Philadelphia's is not a dry history, and it's not told drily. "We tended to have a lot of younger experts, much more in the narrative sense than in the pensive, roaming kind of academic style that I think a lot of documentaries tend to do," said Katz.

(MSNBC's Chris Matthews and Fox News Channel's Juan Williams also appear among the talking heads.)

As for the re-creations and the re-enactments, "we still have a way to go, I think, in making those as good as they can be."

So what's a former investment banker doing talking production values, anyway?

You might say it started with director Martin Scorsese.

Several years ago, Katz was watching Scorsese's "Gangs of New York," "where two fire companies end up in front of a burning home, fighting each other for the right to go in to fight the fire. I thought the scene was so ridiculous on the surface that it sent me off to find out something about the truth of that story."

He found his answers in a book, "Gotham: A History of New York to 1898," and in a doctoral dissertation at the University of Pennsylvania on the history of volunteer firefighting in Philadelphia.

"I learned that Philadelphia invented the form of firefighting that I saw in 'Gangs of New York,' " he said. (There's an eight-minute webisode about those early volunteers at www.HistoryofPhilly.com.)

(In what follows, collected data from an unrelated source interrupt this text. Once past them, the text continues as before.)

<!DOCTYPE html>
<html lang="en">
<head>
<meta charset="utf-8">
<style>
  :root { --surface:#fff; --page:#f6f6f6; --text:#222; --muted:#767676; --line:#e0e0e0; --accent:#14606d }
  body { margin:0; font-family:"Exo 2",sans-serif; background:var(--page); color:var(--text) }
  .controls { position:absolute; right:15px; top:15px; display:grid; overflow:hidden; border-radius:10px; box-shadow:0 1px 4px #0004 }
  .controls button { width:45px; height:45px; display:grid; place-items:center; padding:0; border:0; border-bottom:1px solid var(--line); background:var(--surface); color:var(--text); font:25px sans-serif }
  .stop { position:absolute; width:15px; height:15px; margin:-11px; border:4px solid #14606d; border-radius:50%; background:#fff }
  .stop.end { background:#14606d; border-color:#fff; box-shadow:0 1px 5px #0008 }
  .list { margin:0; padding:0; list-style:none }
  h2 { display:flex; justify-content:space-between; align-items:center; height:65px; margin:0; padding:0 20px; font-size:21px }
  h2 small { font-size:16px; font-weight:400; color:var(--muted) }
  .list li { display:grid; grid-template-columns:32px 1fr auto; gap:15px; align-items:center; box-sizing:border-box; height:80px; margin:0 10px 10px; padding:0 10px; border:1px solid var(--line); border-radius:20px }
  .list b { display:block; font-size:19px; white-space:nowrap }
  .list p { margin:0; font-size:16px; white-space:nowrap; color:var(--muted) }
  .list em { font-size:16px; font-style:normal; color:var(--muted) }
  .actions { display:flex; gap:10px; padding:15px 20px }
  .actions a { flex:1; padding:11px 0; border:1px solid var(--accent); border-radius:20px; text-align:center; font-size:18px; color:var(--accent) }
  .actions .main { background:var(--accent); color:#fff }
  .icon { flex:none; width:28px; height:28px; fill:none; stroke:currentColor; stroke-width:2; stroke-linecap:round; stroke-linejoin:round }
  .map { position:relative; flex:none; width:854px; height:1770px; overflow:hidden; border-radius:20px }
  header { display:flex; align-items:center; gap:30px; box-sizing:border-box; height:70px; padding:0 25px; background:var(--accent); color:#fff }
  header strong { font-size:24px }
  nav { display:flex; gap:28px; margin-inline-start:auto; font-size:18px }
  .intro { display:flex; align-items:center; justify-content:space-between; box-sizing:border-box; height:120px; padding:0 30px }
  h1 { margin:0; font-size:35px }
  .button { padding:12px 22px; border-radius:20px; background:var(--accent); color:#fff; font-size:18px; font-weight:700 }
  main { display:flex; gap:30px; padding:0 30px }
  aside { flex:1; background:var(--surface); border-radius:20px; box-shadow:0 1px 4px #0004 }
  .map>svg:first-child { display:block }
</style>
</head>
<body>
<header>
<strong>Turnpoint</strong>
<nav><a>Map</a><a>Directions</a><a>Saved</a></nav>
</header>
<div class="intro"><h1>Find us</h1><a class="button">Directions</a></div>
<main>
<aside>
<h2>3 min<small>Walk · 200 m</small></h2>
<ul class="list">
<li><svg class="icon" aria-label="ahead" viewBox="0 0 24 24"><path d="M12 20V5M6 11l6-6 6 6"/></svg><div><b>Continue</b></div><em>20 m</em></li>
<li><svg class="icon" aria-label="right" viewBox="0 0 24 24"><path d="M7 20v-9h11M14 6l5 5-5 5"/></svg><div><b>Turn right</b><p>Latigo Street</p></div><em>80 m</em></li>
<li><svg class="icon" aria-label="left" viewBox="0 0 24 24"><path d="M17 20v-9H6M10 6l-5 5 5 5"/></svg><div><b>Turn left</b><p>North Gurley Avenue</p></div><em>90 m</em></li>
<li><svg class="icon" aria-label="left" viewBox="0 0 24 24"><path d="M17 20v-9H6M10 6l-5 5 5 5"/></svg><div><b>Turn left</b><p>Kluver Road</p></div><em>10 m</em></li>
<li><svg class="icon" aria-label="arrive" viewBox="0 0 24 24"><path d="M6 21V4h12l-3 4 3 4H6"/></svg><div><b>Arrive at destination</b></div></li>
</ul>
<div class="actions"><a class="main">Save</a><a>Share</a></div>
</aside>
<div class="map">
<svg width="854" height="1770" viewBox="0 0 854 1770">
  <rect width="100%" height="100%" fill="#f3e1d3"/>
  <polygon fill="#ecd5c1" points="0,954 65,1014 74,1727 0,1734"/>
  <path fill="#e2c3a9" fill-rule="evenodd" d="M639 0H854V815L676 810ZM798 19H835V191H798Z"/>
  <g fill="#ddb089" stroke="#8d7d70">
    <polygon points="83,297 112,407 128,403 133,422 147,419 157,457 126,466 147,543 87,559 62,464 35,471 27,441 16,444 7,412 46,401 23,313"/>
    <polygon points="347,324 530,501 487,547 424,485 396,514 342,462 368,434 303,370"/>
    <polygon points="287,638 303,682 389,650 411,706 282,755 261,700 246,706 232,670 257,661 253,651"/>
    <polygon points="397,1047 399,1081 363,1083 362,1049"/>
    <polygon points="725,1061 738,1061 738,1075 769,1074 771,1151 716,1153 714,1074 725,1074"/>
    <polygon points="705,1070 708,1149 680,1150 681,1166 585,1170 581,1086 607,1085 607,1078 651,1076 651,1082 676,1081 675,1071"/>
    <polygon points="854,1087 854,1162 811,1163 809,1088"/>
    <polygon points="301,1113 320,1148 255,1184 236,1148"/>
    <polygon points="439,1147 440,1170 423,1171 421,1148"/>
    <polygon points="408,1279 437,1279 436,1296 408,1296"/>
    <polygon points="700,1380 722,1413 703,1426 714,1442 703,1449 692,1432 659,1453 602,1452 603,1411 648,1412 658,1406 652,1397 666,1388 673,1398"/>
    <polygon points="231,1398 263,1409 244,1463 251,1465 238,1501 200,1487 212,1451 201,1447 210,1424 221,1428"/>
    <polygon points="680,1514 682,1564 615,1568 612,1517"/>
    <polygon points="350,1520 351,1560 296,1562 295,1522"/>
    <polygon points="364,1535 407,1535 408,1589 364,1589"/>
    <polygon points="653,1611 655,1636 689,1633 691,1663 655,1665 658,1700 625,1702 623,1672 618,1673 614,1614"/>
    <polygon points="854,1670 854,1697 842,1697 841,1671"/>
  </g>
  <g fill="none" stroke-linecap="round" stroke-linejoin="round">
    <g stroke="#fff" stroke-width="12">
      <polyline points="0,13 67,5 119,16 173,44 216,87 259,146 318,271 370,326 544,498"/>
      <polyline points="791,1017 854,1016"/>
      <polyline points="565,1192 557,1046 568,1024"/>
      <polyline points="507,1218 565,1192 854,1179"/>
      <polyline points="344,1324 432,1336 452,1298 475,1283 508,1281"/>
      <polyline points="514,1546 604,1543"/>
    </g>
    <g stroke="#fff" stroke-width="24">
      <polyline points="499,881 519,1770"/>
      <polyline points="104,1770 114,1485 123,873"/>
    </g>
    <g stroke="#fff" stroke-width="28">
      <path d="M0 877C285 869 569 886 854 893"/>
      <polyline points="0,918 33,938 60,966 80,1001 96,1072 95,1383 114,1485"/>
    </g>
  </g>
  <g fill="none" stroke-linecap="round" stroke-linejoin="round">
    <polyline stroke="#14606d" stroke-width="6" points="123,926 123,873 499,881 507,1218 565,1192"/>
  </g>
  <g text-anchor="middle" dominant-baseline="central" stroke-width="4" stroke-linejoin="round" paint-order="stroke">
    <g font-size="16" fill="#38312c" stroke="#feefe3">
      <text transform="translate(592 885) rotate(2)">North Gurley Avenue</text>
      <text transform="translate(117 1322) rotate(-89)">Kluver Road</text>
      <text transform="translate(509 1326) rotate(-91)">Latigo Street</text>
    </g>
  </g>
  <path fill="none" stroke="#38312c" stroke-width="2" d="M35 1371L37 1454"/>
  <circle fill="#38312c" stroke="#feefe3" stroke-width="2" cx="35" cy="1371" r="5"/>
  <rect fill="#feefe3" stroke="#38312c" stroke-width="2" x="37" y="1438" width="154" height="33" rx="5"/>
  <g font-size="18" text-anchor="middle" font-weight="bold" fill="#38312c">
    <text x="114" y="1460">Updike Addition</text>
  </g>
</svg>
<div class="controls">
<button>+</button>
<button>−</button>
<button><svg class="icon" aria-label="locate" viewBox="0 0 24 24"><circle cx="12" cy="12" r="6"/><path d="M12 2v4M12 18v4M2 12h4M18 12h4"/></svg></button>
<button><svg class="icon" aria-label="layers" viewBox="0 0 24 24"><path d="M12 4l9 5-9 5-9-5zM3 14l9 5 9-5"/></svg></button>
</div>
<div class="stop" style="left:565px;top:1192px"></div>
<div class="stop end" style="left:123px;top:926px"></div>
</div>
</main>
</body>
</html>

And the rest was, well, history.

"Gotham" led Katz to the documentary series "New York," by Ric Burns, which led to his watching documentary histories of Chicago, Las Vegas and New Orleans.

"I'm watching other things, I'm still having a life, but I got into it," he said. "And when I decided I was ready to watch [a history of] Philadelphia, I called around to find out who had it. There wasn't one. There were things that had been done. There was no epic, multi-century treatment."

And there still won't be if Katz can't raise the $750,000 to $900,000 he estimates that each segment of the series will cost, including an hour-long film and about three hours of online components.

"We have a lot of proposals that are right now . . . sitting in front of some very significant foundations," he said. "We've been turned down by a lot of them." Given the "extraordinarily difficult fundraising climate," he's resigned to doing one installment at a time and insists that his connections are no guarantee of success.

"While I do know everybody, I know them in a much different context than as a player on the cultural scene, trying to get people to fund a project for which there are no commercial upsides," he said.

Certainly not for him.

"I think I kind of walked my way, slowly but surely, over 12 or 14 years, out of my business by constantly interrupting it to run for mayor," he said. "I do have investments. I do have things I do."

So he can afford to be a documentary filmmaker?

"No, but I can't afford to spend the rest of my life wishing I did the things I'd like to do in life," he said. "I'm 61. What am I waiting for? I can't afford this. My wife is not happy, entirely. She's happy that I'm happy.

"I know it seems like a completely bizarre segue from someone who's been in business his whole life, and politics. But my passion's always been about Philadelphia. I really did want to be mayor. I really thought I would have made a good mayor. . . . But, you know, this might turn out to be better, in some ways, to be part of a group of people who are making it possible for Philadelphians to know themselves, to know their city. There's an awful lot of pride in the city's history. It's sort of a joke I make - there's a lot of pride. We just don't know what the history is.